Progress for children
Letter from PMNCH Director Dr Flavia Bustreo
24 MAY 2010 | Geneva - This month brings more good news for women and children around the world.
As WHO's Director-General Margaret Chan noted in her opening address at last week's World Health Assembly, the world is now making important progress in reducing the number of child deaths. After six decades of little progress in reducing under-five mortality to below 10 million, this past decade has seen a steady decline in child deaths.
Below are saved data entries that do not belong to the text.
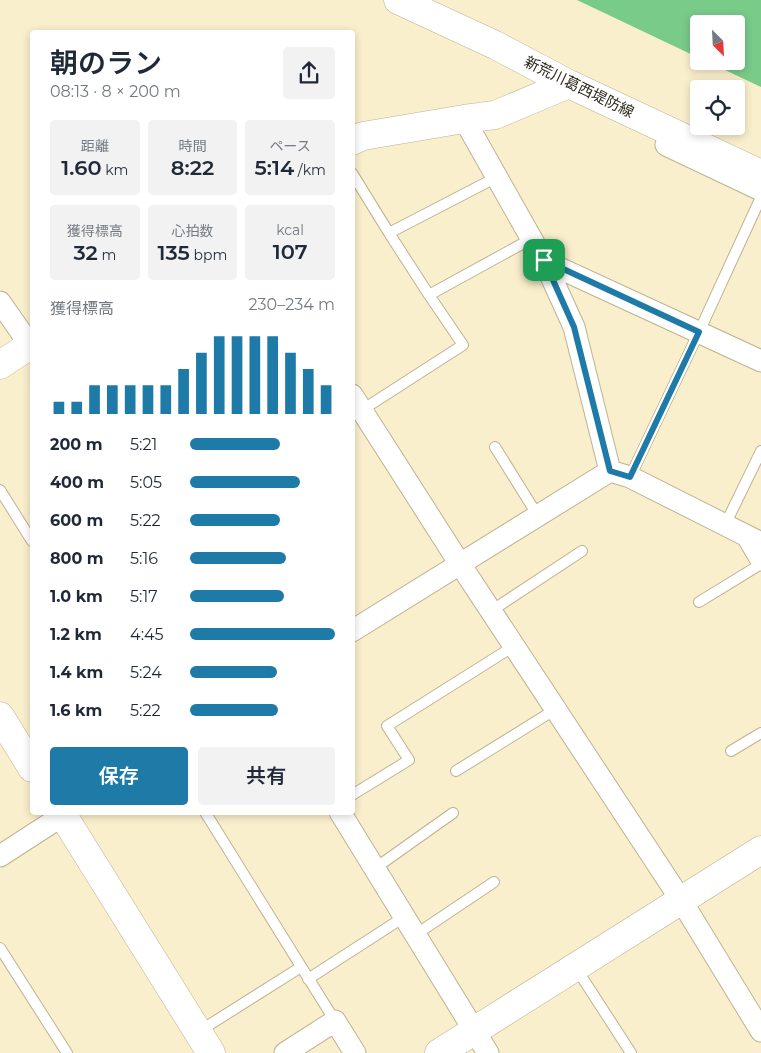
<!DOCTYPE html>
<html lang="ja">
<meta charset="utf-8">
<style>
:root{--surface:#fff;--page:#f2f2f3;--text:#1f2937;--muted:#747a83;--accent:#1e7ba8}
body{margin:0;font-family:Montserrat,"Noto Sans JP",sans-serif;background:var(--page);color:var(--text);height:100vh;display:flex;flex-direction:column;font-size:19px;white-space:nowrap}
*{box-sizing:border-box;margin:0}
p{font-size:16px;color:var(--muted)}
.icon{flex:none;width:28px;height:28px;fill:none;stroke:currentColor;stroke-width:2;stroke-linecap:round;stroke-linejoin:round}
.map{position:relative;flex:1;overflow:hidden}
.side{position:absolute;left:30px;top:30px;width:325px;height:785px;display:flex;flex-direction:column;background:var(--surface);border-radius:5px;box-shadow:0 2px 8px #0003}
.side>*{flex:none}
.needle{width:32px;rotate:156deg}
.controls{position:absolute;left:690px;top:15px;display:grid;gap:10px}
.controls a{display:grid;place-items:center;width:55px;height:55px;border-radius:5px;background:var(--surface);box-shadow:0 2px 8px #0003;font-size:25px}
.pin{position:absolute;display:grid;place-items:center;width:42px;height:42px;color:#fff;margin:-21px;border-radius:10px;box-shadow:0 2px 8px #0006}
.round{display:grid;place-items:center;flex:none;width:52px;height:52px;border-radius:5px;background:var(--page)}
.headline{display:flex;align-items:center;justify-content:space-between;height:85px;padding:0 20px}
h1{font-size:28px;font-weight:600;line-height:38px}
.metrics{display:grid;grid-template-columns:repeat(3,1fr);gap:8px;height:85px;padding:5px 20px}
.metrics div{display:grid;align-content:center;border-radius:5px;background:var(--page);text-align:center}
.metrics b{font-size:21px;font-weight:600}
.metrics small{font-size:14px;font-weight:400}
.metrics p{font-size:14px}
.chart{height:140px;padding:10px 20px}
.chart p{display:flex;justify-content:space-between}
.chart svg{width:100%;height:90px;margin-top:5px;stroke:var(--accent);stroke-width:6}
.cta{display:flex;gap:10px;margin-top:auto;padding:10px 20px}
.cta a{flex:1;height:58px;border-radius:5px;background:var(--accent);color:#fff;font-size:20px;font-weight:600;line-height:58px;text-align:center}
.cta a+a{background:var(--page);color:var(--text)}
ul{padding:0 20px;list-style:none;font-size:16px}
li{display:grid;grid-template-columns:80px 60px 1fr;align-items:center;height:38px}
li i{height:12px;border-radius:6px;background:var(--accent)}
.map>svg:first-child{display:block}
.water{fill:#79cb8a}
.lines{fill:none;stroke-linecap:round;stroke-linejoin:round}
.lane-casing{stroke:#bdb291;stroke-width:12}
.street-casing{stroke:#bdb291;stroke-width:23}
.secondary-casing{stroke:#bdb291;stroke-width:29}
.lane{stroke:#fff;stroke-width:10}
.street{stroke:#fff;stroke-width:21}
.secondary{stroke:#fff;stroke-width:28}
.route-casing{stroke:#fff;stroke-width:10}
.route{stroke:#1e7ba8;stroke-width:6}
.labels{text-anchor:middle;stroke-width:4;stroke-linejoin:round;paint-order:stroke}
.street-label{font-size:15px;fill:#2e2a1d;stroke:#fff}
</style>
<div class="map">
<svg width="761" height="1053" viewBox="0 0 761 1053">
<rect width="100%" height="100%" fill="#faefcc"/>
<!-- water -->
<path class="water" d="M 577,0 L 761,0 L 761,87 L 706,61 L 736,61 L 736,24 L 699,24 L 699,58 Z"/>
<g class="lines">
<defs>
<path id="lane" d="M 352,173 L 389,233
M 497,177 L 389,233 L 429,295 L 531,239
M 362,410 L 463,345 L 429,295
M 495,447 L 538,516
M 630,477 L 699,332 L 761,197
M 0,490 L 32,541
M 725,525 L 761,451
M 699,602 L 761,564
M 491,611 L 582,551
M 731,751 L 761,733
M 456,771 L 556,709
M 352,795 L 409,760 L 387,726 L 514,646
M 205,812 L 335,1021
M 374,869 L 453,813
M 415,935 L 494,882
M 0,948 L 67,1053
M 576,968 L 631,1053
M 308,979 L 404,917
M 198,1032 L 301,967"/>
<path id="street" d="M 464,119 L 544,261 L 574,327 L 610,471
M 666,145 L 761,190
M 544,261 L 761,361
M 0,302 L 30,345
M 352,395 L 460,564 L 681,900 L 761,1031
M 747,536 L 761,560
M 352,631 L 610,471 L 630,477 L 761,543
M 340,812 L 488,1053
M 0,856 L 68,812
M 285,1053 L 335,1021 L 355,1053"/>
<path id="secondary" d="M 398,0 L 495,45 L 569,84 L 761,174
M 352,141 L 363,136 L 464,119 L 495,115 L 569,84
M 0,365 L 32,344
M 0,716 L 32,768
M 61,812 L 211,1053
M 439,1053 L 761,850"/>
</defs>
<!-- lane casing -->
<use href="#lane" class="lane-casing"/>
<!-- street casing -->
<use href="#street" class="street-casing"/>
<!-- secondary casing -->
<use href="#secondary" class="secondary-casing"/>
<!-- lane -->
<use href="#lane" class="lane"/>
<!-- street -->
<use href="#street" class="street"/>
<!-- secondary -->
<use href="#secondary" class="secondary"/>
</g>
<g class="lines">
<defs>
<path id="route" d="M 544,260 L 699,332 L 630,477 L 610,471 L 574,327 Z"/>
</defs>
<!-- route casing -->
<use href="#route" class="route-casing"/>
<!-- route -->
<use href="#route" class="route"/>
</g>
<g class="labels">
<!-- street labels -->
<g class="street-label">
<text transform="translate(579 87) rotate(26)" y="5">新荒川葛西堤防線</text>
</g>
</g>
</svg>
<div class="controls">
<a><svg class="needle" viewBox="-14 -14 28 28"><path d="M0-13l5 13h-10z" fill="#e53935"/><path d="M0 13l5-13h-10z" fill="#747a83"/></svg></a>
<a><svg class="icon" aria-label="locate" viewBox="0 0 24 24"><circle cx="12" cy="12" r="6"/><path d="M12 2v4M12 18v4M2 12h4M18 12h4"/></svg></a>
</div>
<div class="pin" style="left:544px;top:260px;background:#1e9e55"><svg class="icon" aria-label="arrive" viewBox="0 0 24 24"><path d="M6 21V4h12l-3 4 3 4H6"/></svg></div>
<section class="side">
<div class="headline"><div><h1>朝のラン</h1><p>08:13 · 8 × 200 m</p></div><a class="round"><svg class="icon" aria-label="share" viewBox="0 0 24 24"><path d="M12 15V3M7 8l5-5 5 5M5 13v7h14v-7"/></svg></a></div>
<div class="metrics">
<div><p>距離</p><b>1.60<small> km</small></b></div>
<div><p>時間</p><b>8:22</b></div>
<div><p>ペース</p><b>5:14<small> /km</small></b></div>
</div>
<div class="metrics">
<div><p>獲得標高</p><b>32<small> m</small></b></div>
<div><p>心拍数</p><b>135<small> bpm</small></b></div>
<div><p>kcal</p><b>107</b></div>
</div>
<div class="chart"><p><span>獲得標高</span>230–234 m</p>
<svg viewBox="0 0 160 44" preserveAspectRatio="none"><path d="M5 44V38M15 44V38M25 44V30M35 44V30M45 44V30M55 44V30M65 44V30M75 44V22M85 44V14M95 44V6M105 44V6M115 44V6M125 44V6M135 44V14M145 44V22M155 44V30"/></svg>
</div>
<ul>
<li><b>200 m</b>5:21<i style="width:62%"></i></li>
<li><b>400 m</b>5:05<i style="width:76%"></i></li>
<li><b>600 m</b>5:22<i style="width:62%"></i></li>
<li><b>800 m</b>5:16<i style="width:66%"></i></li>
<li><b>1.0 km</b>5:17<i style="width:65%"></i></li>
<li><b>1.2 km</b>4:45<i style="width:100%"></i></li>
<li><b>1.4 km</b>5:24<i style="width:60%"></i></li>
<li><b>1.6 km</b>5:22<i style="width:61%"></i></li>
</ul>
<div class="cta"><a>保存</a><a>共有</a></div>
</section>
</div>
In this week's Lancet, Dr. Christopher Murray and colleagues at the University of Washington put forward more evidence of this downward trend. Indeed, they suggest progress is even faster than was previously estimated, and acceleration of progress has happened in several sub-Saharan countries. Meanwhile, a recent report in the Lancet from Dr Robert Black and colleagues on behalf of the Child Health Epidemiology Reference Group (CHERG) gives an important boost to country-based planning and programming by identifying country-specific causes of death for children under five, helping to focus efforts to achieving MDG 4.
There are simple proven interventions to prevent these deaths, including vaccines, antibiotics and better nutrition. We urgently need to deploy these life-saving solutions to ensure that there is continued positive progress in reducing preventable child deaths.
We're making progress, but it is not fast enough. The world has waited far too long to prioritize the lives of women and children. This is why PMNCH stands in firm support of the UN Secretary General's new Joint Action Plan for Healthy Women and Healthy Children, to be launched at the MDG Summit in September. The plan will generate new policy, financial and delivery commitments, and will enable many more countries to reduce maternal, newborn and child deaths.
The recent focus on mortality estimates also underscores that for many countries we rely on modelling and estimation, based on few true data points, and stresses the importance of counting every life and every death. According to UNICEF, more than 40% of all births go unrecorded. Thousands of women are also dying without a trace. This has to stop.
We need to invest in quality, real-time health information, including vital registration systems. Every women and child has the right to be recognized. And until we really know how many babies are born and how many women and children are dying, countries’ efforts to plan and invest in maternal, newborn and child health will continue to be held back.
Together, we must invest in our common future. To make every mother and child count, we need to count every mother and child.